(RECORD EXCERPTS)

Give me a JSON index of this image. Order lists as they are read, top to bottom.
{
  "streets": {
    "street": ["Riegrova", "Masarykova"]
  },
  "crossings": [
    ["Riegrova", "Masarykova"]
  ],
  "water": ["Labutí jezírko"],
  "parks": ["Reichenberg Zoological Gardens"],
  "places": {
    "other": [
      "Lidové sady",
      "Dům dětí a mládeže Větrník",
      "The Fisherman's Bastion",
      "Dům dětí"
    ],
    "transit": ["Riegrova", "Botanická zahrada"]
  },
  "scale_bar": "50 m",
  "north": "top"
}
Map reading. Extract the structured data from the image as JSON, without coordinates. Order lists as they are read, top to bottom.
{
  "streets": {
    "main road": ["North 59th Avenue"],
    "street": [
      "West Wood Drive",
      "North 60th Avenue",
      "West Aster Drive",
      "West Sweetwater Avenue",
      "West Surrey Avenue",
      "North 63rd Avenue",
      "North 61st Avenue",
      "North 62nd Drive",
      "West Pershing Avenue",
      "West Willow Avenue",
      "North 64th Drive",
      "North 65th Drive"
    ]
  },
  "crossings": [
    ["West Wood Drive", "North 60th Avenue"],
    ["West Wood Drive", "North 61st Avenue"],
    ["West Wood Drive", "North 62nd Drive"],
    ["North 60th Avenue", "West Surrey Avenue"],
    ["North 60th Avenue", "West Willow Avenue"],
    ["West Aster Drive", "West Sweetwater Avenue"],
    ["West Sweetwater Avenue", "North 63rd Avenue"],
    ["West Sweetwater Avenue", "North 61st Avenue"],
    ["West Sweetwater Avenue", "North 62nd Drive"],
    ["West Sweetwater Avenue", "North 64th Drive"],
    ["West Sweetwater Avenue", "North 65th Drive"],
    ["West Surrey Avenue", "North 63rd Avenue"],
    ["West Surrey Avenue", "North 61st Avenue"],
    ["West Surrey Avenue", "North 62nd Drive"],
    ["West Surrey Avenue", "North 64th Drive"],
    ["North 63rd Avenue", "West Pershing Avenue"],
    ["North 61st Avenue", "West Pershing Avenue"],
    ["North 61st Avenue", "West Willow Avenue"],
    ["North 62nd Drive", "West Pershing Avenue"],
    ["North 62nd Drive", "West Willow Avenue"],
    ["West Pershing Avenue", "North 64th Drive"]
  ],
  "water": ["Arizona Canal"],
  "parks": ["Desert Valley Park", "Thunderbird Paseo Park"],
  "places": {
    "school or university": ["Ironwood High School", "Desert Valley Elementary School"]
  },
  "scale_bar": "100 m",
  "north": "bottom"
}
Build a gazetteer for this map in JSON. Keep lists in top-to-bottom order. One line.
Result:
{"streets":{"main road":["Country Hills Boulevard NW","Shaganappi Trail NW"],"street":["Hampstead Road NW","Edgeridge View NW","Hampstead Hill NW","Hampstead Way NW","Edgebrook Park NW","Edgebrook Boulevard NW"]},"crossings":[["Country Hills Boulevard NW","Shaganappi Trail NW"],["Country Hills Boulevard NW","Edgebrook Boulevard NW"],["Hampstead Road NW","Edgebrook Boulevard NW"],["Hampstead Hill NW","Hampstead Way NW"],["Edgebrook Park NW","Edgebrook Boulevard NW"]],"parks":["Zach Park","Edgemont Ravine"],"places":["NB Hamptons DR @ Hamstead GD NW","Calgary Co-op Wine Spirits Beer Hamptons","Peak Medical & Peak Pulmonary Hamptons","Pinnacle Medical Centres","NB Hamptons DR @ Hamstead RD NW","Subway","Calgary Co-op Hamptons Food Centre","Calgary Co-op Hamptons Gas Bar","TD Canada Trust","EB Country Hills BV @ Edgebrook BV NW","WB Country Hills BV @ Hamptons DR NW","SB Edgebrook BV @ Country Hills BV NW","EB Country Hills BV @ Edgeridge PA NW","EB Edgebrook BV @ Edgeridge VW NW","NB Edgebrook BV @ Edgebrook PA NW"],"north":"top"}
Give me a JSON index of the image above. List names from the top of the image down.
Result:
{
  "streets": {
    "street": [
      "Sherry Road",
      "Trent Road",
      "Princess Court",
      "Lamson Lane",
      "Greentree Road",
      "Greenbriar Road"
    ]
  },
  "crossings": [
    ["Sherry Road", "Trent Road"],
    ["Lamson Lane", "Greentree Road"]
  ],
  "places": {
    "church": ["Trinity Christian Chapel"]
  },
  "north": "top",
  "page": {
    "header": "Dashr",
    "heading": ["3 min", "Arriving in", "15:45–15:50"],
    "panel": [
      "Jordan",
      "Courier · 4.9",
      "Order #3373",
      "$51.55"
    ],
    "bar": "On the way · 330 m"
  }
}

(End RECORD EXCERPTS)

- WHAT TO WORK ON
In the entries above, find each line with "image" and list it.

- ANSWER
Give me a JSON index of this image. Order lists as they are read, top to bottom.
Map reading. Extract the structured data from the image as JSON, without coordinates. Order lists as they are read, top to bottom.
Give me a JSON index of the image above. List names from the top of the image down.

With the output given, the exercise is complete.